Mevzuu kalmayan veya yanlışlıkla açıldığı anlaşılan veya Genel Müdürlüğe ait hak ve menfaati muhtevi bulunmayan davalarla, icra takipleri miktar veya değeri yukarıda belirtilen parasal sınırlara tabi olarak iptal edilerek dava ve icra kayıtları terkin olunur.
Dava ve icra takiplerinde aleyhte verilen kararlara karşı yüksek dereceli merci ve mahkemelere başvurmadan vazgeçilmesi ile idarece müdahale olunan ceza davalarında suçun sabit olmaması, failinin tutulan şahıs olmadığının subut bulması sebebiyle verilen beraat ve takipsizlik kararları hakkında da yukarıdaki fıkra hükmü uygulanır.

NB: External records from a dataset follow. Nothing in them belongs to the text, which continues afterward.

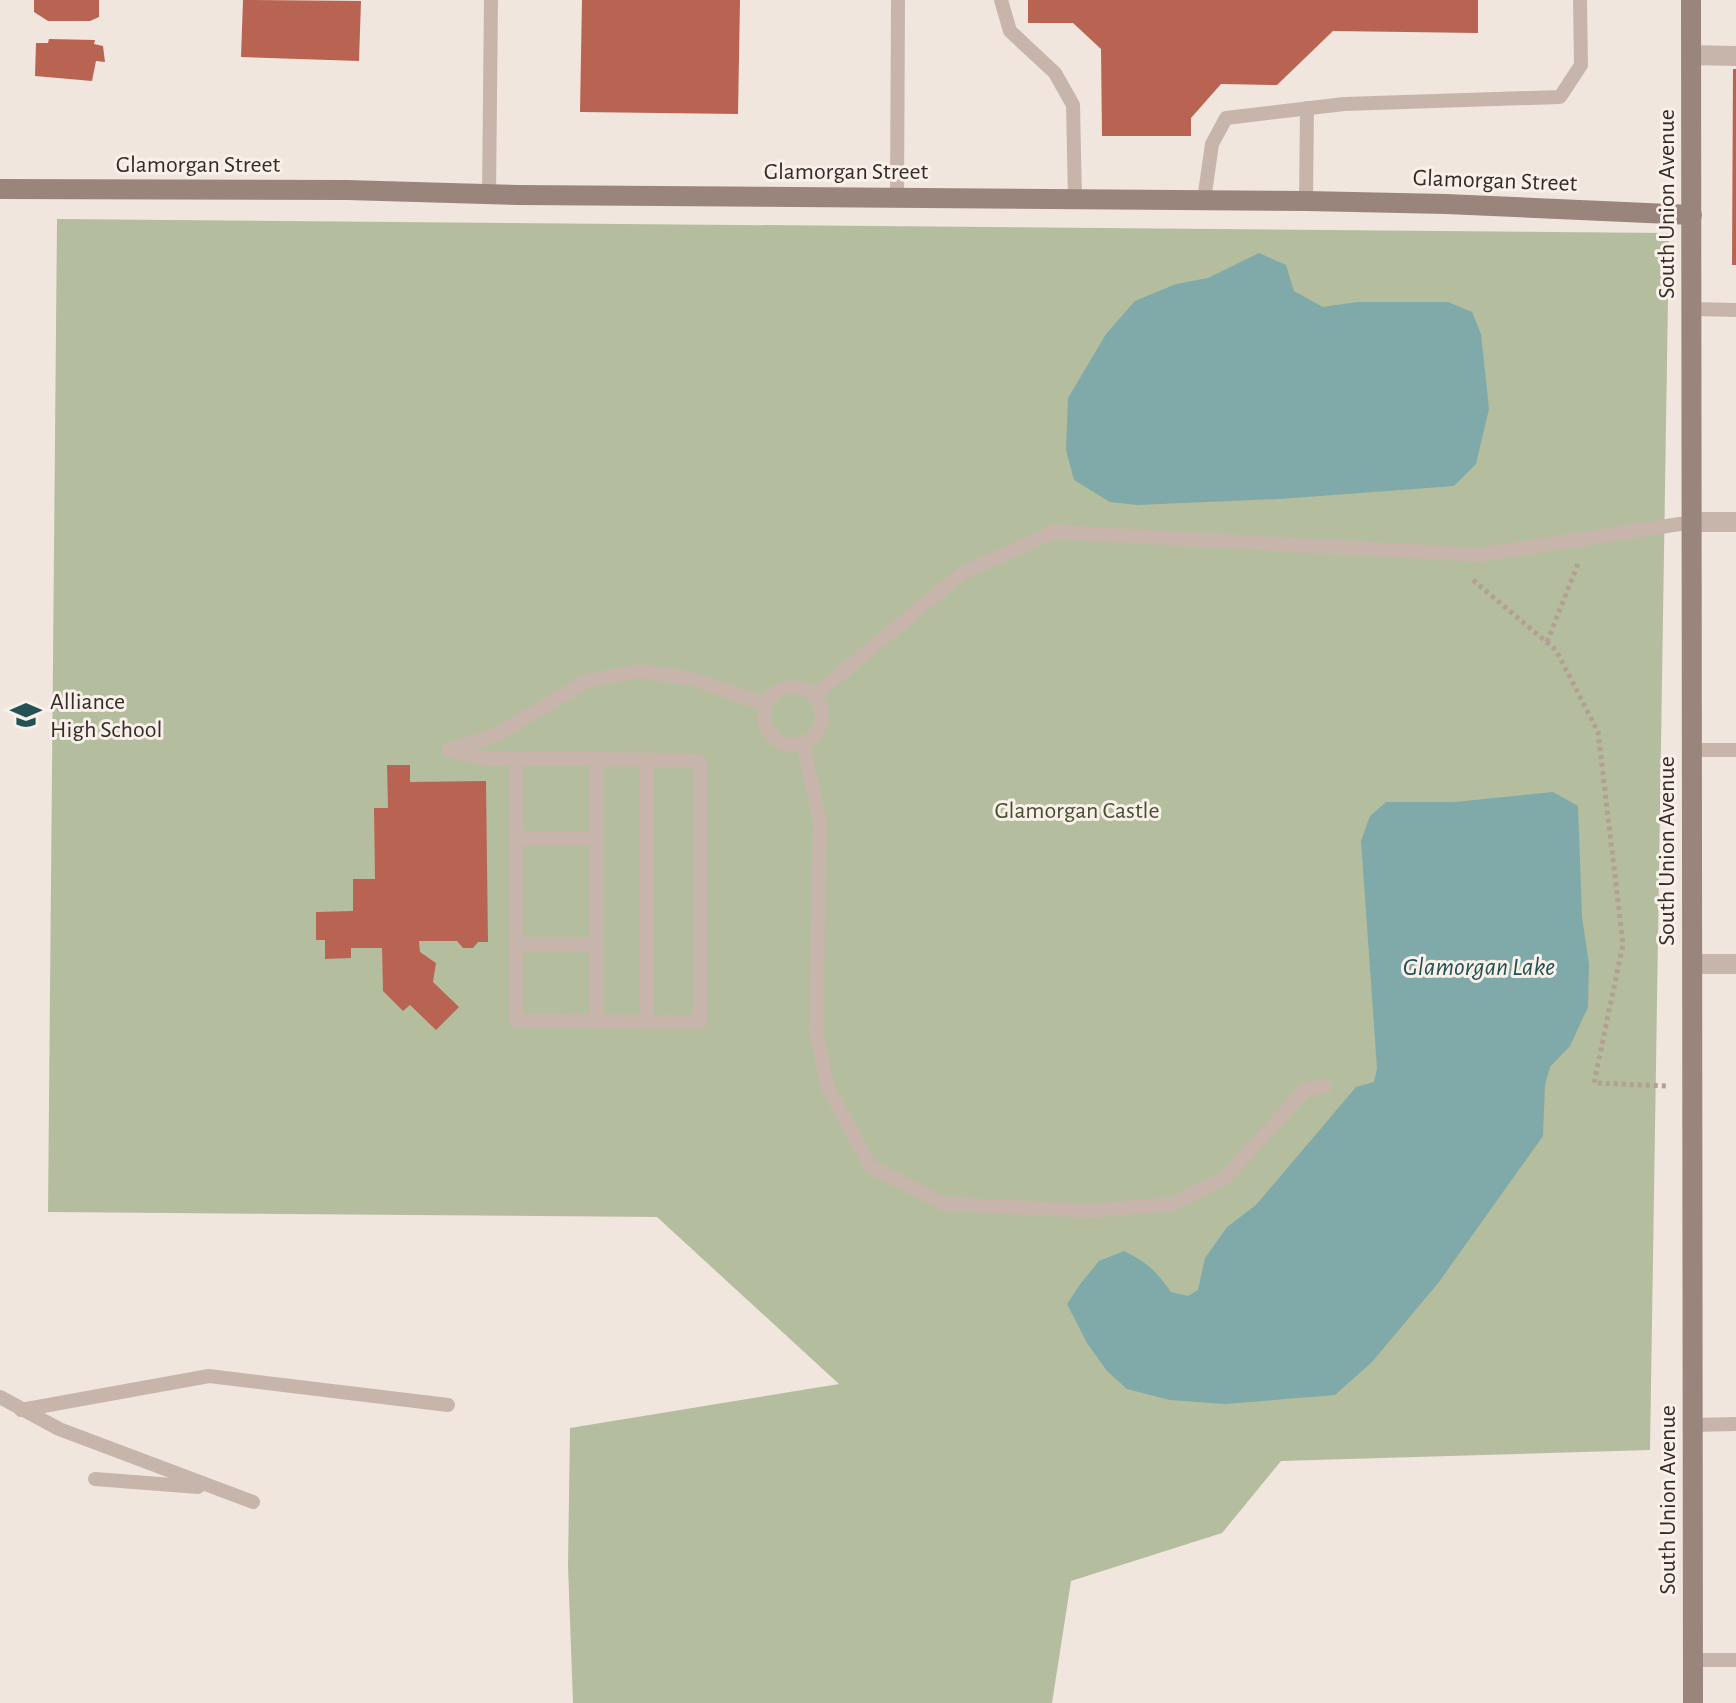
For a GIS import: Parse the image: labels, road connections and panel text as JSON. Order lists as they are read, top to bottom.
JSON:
{
  "streets": {
    "main road": ["Glamorgan Street", "South Union Avenue"]
  },
  "crossings": [
    ["Glamorgan Street", "South Union Avenue"]
  ],
  "water": ["Glamorgan Lake"],
  "parks": ["Glamorgan Castle"],
  "places": {
    "school or university": ["Alliance High School"]
  }
}
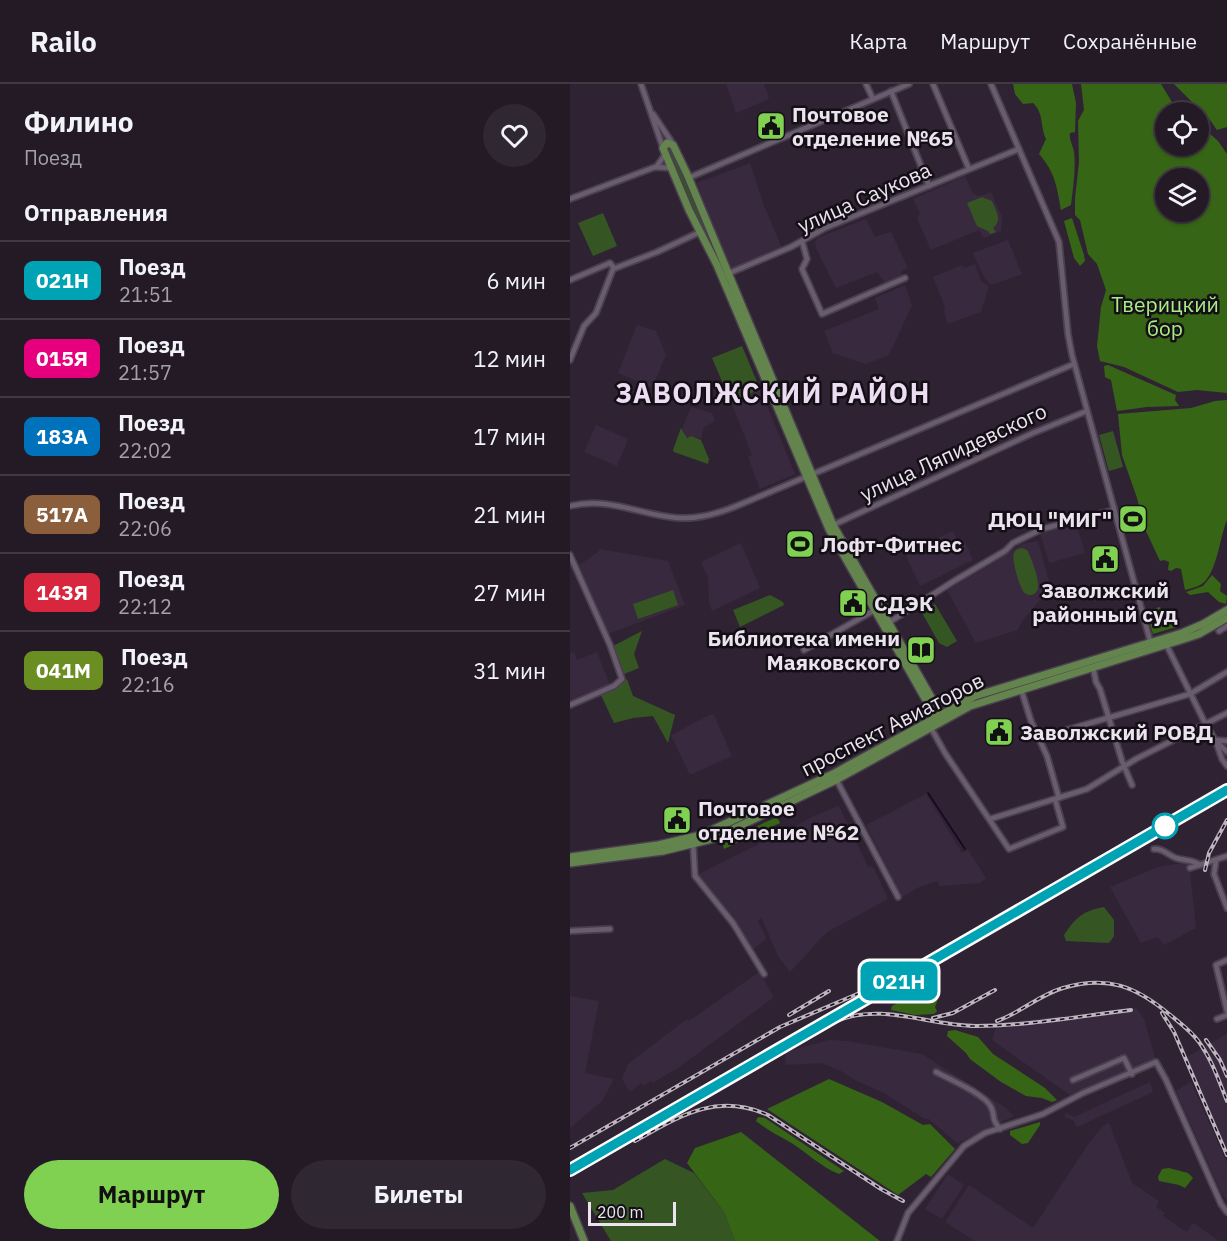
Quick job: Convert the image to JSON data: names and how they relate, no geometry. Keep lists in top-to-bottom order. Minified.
{"streets":{"main road":["проспект Авиаторов"],"street":["улица Саукова","улица Ляпидевского"]},"districts":["ЗАВОЛЖСКИЙ РАЙОН"],"parks":["Тверицкий бор"],"places":{"public building":["Почтовое отделение №65","Заволжский районный суд","СДЭК","Заволжский РОВД","Почтовое отделение №62"],"sports":["ДЮЦ \"МИГ\"","Лофт-Фитнес"],"library":["Библиотека имени Маяковского"]},"scale_bar":"200 m","page":{"header":"Railo","nav":["Карта","Маршрут","Сохранённые"],"heading":[["Филино","Поезд"],"Отправления"],"on_map":"021Н","list":[{"mark":"021Н","name":"Поезд","note":"21:51","value":"6 мин"},{"mark":"015Я","name":"Поезд","note":"21:57","value":"12 мин"},{"mark":"183А","name":"Поезд","note":"22:02","value":"17 мин"},{"mark":"517А","name":"Поезд","note":"22:06","value":"21 мин"},{"mark":"143Я","name":"Поезд","note":"22:12","value":"27 мин"},{"mark":"041М","name":"Поезд","note":"22:16","value":"31 мин"}],"buttons":["Маршрут","Билеты"],"scale":"200 m"}}
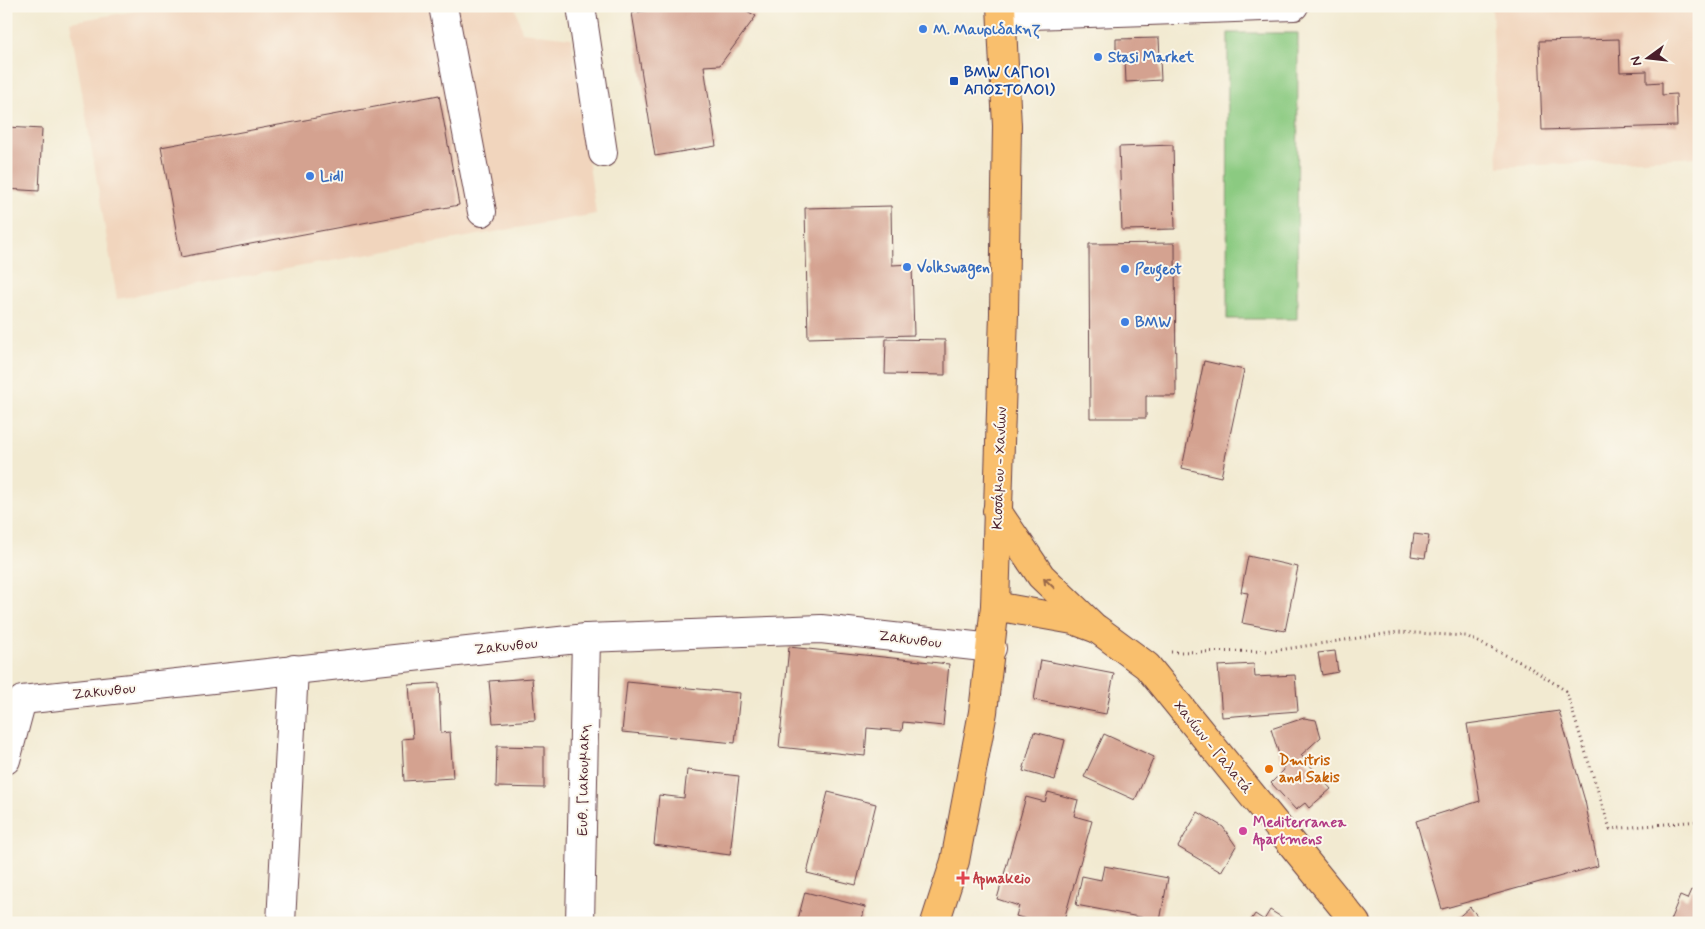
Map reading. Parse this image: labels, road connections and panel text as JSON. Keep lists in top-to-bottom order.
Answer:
{
  "streets": {
    "main road": ["Κισσάμου - Χανίων", "Χανίων - Γαλατά"],
    "street": ["Ζακυνθου", "Ευθ. Γιακουμακη"]
  },
  "crossings": [
    ["Κισσάμου - Χανίων", "Ζακυνθου"],
    ["Ζακυνθου", "Ευθ. Γιακουμακη"]
  ],
  "places": {
    "other": [
      "Μ. Μαυριδακηζ",
      "Stasi Market",
      "Lidl",
      "Volkswagen",
      "Peugeot",
      "BMW",
      "Dmitris and Sakis",
      "Mediterranea Apartmens"
    ],
    "transit": ["BMW (ΑΓΙΟΙ ΑΠΟΣΤΟΛΟΙ)"],
    "health": ["Apmakeio"]
  },
  "north": "left"
}
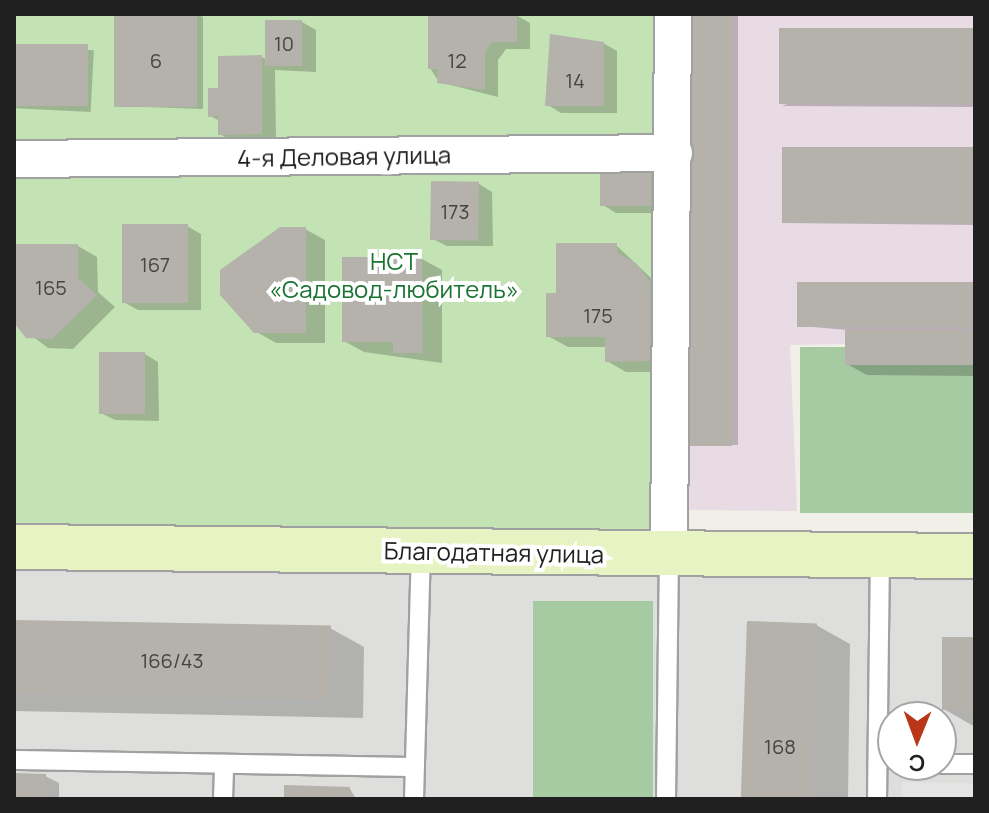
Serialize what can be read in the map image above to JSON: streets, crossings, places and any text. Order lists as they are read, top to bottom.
{
  "streets": {
    "street": ["4-я Деловая улица", "Благодатная улица"]
  },
  "parks": ["НСТ «Садовод-любитель»"],
  "house_numbers": [
    "10",
    "6",
    "12",
    "14",
    "173",
    "167",
    "165",
    "175",
    "166/43",
    "168"
  ],
  "north": "bottom"
}
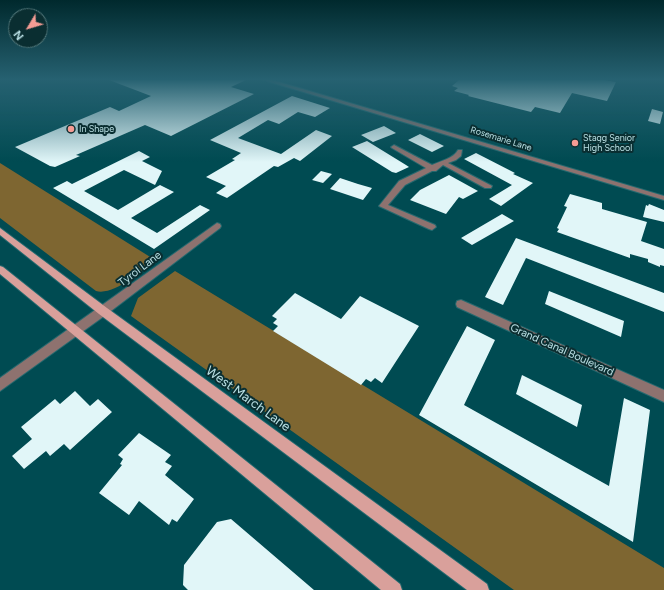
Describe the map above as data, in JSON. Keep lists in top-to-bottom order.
{
  "streets": {
    "main road": ["West March Lane"],
    "street": ["Rosemarie Lane", "Tyrol Lane", "Grand Canal Boulevard"]
  },
  "crossings": [
    ["Tyrol Lane", "West March Lane"]
  ],
  "places": ["In Shape", "Stagg Senior High School"],
  "north": "bottom left"
}
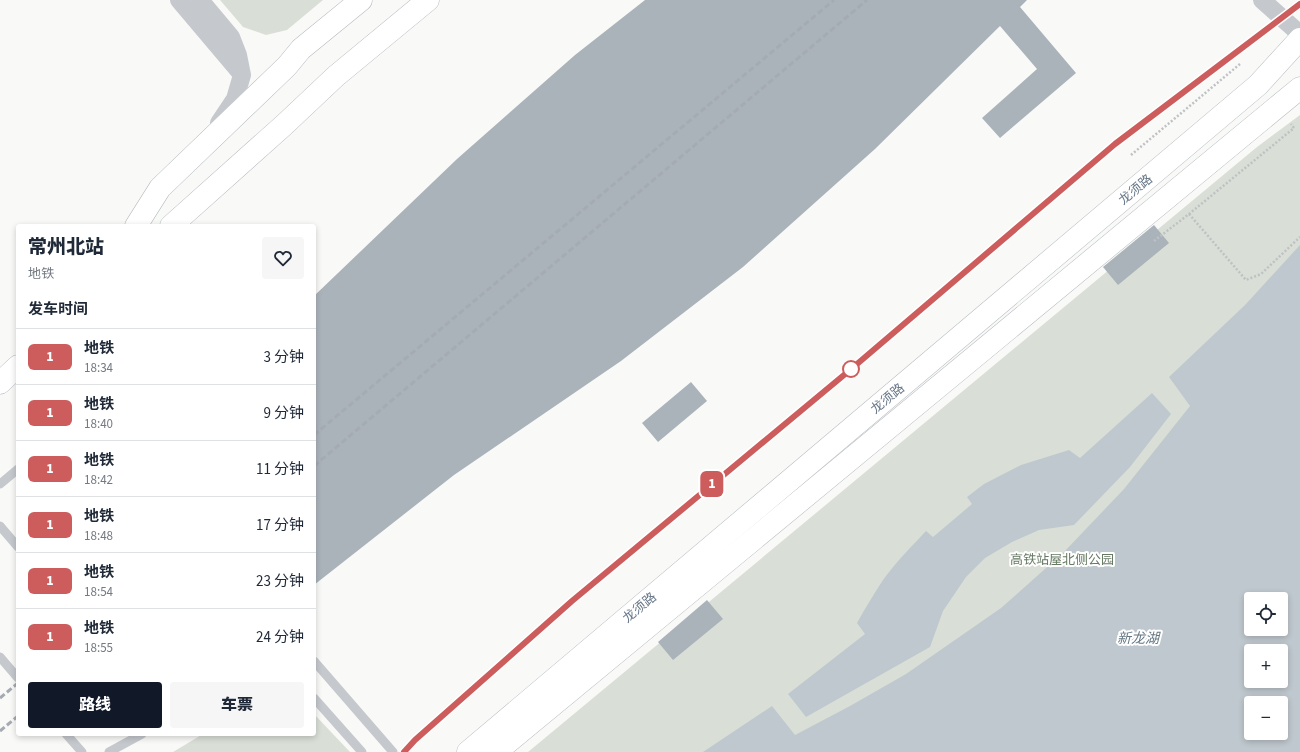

Tashihi karar veya iadeyi muhakeme veya 3533 sayılı Kanuna göre hakemlerce verilmiş olan kararlara karşı, itiraz yoluna gidilip gidilmemesinin takdiri davayı takip eden daire amirine veya avukata aittir.
Zaman aşımı ve hak düşürücü sürenin geçmesini önleyecek tedbirleri ilgililer almakla mükelleftir. Yukarıdaki fıkralar hükümlerine uygun bir karar alınmış olmadıkça, dava ve icra takiplerinin açılması ve tamamen veya kısmen aleyhe sonuçlanan davalarla, icra takiplerinde yüksek dereceli mercilerce incelenmesi mümkün olanlar hakkında kanun yollarına gidilmesi mecburidir. Bu mecburiyeti yerine getirmemek suretiyle hukuki veya maddi sebeplerle bozulması mümkün bir hükmün kesinleşmesine ve bir hakkın kaybolmasına sebep olan avukatlarla, daire amirleri hakkında kanuni takibat yapılmakla beraber, meydana gelen zarar kendilerine tazmin ettirilir.